=== Section Start ===

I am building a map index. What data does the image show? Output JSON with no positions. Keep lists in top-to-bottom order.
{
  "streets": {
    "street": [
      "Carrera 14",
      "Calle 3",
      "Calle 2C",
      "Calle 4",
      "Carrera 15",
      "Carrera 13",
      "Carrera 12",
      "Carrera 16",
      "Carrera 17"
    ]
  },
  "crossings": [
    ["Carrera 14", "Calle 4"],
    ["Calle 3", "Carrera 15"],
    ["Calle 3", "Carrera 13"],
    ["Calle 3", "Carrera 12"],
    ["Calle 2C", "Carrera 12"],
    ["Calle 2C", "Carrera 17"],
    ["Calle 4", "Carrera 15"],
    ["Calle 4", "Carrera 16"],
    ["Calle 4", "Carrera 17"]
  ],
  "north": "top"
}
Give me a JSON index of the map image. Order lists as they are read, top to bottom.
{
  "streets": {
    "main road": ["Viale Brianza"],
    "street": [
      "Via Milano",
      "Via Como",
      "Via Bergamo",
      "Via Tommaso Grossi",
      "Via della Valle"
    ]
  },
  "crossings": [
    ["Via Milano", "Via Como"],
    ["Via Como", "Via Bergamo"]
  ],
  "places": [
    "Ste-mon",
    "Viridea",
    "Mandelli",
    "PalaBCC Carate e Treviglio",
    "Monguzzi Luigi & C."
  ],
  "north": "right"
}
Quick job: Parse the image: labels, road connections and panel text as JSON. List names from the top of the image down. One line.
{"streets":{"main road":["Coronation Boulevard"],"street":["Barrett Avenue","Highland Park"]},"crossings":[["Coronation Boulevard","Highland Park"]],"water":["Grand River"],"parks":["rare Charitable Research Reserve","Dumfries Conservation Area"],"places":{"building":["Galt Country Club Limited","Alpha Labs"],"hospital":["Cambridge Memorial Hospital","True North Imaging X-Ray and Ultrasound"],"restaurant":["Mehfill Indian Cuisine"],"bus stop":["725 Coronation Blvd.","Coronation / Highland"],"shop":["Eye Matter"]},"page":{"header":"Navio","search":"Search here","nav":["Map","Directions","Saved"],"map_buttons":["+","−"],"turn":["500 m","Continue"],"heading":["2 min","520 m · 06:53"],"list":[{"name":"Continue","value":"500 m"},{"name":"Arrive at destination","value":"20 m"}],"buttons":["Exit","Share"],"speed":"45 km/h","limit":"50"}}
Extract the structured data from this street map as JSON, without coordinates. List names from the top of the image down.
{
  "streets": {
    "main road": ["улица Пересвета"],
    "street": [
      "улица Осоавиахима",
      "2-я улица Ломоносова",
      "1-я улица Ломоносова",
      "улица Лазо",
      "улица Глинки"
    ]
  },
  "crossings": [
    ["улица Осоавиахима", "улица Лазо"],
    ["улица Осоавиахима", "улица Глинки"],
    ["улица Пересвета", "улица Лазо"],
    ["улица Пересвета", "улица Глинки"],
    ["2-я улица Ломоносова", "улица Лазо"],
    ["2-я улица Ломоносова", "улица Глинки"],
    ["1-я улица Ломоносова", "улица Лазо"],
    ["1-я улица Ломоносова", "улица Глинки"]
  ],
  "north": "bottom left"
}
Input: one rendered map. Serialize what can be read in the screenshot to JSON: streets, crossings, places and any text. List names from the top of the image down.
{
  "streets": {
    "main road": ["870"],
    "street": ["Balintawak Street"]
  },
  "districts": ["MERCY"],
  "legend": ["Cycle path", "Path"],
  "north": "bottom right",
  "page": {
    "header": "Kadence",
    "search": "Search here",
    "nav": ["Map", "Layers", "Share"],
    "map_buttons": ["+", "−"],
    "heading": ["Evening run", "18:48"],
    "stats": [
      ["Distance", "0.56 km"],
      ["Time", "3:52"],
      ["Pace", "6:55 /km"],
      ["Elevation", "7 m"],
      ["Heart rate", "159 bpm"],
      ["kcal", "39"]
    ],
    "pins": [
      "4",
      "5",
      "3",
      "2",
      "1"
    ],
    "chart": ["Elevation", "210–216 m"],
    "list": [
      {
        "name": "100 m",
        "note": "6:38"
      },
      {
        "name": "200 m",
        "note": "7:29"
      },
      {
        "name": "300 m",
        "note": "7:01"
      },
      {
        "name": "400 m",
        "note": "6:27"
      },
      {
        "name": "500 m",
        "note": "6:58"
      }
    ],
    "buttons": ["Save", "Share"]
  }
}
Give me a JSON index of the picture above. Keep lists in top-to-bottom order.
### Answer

=== Section End ===

● **ASSIGNED TASK**
Repeat the data exactly. Omit nothing.

● **RESPONSE FOR THIS EXERCISE**
I am building a map index. What data does the image show? Output JSON with no positions. Keep lists in top-to-bottom order.
{
  "streets": {
    "street": [
      "Carrera 14",
      "Calle 3",
      "Calle 2C",
      "Calle 4",
      "Carrera 15",
      "Carrera 13",
      "Carrera 12",
      "Carrera 16",
      "Carrera 17"
    ]
  },
  "crossings": [
    ["Carrera 14", "Calle 4"],
    ["Calle 3", "Carrera 15"],
    ["Calle 3", "Carrera 13"],
    ["Calle 3", "Carrera 12"],
    ["Calle 2C", "Carrera 12"],
    ["Calle 2C", "Carrera 17"],
    ["Calle 4", "Carrera 15"],
    ["Calle 4", "Carrera 16"],
    ["Calle 4", "Carrera 17"]
  ],
  "north": "top"
}
Give me a JSON index of the map image. Order lists as they are read, top to bottom.
{
  "streets": {
    "main road": ["Viale Brianza"],
    "street": [
      "Via Milano",
      "Via Como",
      "Via Bergamo",
      "Via Tommaso Grossi",
      "Via della Valle"
    ]
  },
  "crossings": [
    ["Via Milano", "Via Como"],
    ["Via Como", "Via Bergamo"]
  ],
  "places": [
    "Ste-mon",
    "Viridea",
    "Mandelli",
    "PalaBCC Carate e Treviglio",
    "Monguzzi Luigi & C."
  ],
  "north": "right"
}
Quick job: Parse the image: labels, road connections and panel text as JSON. List names from the top of the image down. One line.
{"streets":{"main road":["Coronation Boulevard"],"street":["Barrett Avenue","Highland Park"]},"crossings":[["Coronation Boulevard","Highland Park"]],"water":["Grand River"],"parks":["rare Charitable Research Reserve","Dumfries Conservation Area"],"places":{"building":["Galt Country Club Limited","Alpha Labs"],"hospital":["Cambridge Memorial Hospital","True North Imaging X-Ray and Ultrasound"],"restaurant":["Mehfill Indian Cuisine"],"bus stop":["725 Coronation Blvd.","Coronation / Highland"],"shop":["Eye Matter"]},"page":{"header":"Navio","search":"Search here","nav":["Map","Directions","Saved"],"map_buttons":["+","−"],"turn":["500 m","Continue"],"heading":["2 min","520 m · 06:53"],"list":[{"name":"Continue","value":"500 m"},{"name":"Arrive at destination","value":"20 m"}],"buttons":["Exit","Share"],"speed":"45 km/h","limit":"50"}}
Extract the structured data from this street map as JSON, without coordinates. List names from the top of the image down.
{
  "streets": {
    "main road": ["улица Пересвета"],
    "street": [
      "улица Осоавиахима",
      "2-я улица Ломоносова",
      "1-я улица Ломоносова",
      "улица Лазо",
      "улица Глинки"
    ]
  },
  "crossings": [
    ["улица Осоавиахима", "улица Лазо"],
    ["улица Осоавиахима", "улица Глинки"],
    ["улица Пересвета", "улица Лазо"],
    ["улица Пересвета", "улица Глинки"],
    ["2-я улица Ломоносова", "улица Лазо"],
    ["2-я улица Ломоносова", "улица Глинки"],
    ["1-я улица Ломоносова", "улица Лазо"],
    ["1-я улица Ломоносова", "улица Глинки"]
  ],
  "north": "bottom left"
}
Input: one rendered map. Serialize what can be read in the screenshot to JSON: streets, crossings, places and any text. List names from the top of the image down.
{
  "streets": {
    "main road": ["870"],
    "street": ["Balintawak Street"]
  },
  "districts": ["MERCY"],
  "legend": ["Cycle path", "Path"],
  "north": "bottom right",
  "page": {
    "header": "Kadence",
    "search": "Search here",
    "nav": ["Map", "Layers", "Share"],
    "map_buttons": ["+", "−"],
    "heading": ["Evening run", "18:48"],
    "stats": [
      ["Distance", "0.56 km"],
      ["Time", "3:52"],
      ["Pace", "6:55 /km"],
      ["Elevation", "7 m"],
      ["Heart rate", "159 bpm"],
      ["kcal", "39"]
    ],
    "pins": [
      "4",
      "5",
      "3",
      "2",
      "1"
    ],
    "chart": ["Elevation", "210–216 m"],
    "list": [
      {
        "name": "100 m",
        "note": "6:38"
      },
      {
        "name": "200 m",
        "note": "7:29"
      },
      {
        "name": "300 m",
        "note": "7:01"
      },
      {
        "name": "400 m",
        "note": "6:27"
      },
      {
        "name": "500 m",
        "note": "6:58"
      }
    ],
    "buttons": ["Save", "Share"]
  }
}
Give me a JSON index of the picture above. Keep lists in top-to-bottom order.
### Answer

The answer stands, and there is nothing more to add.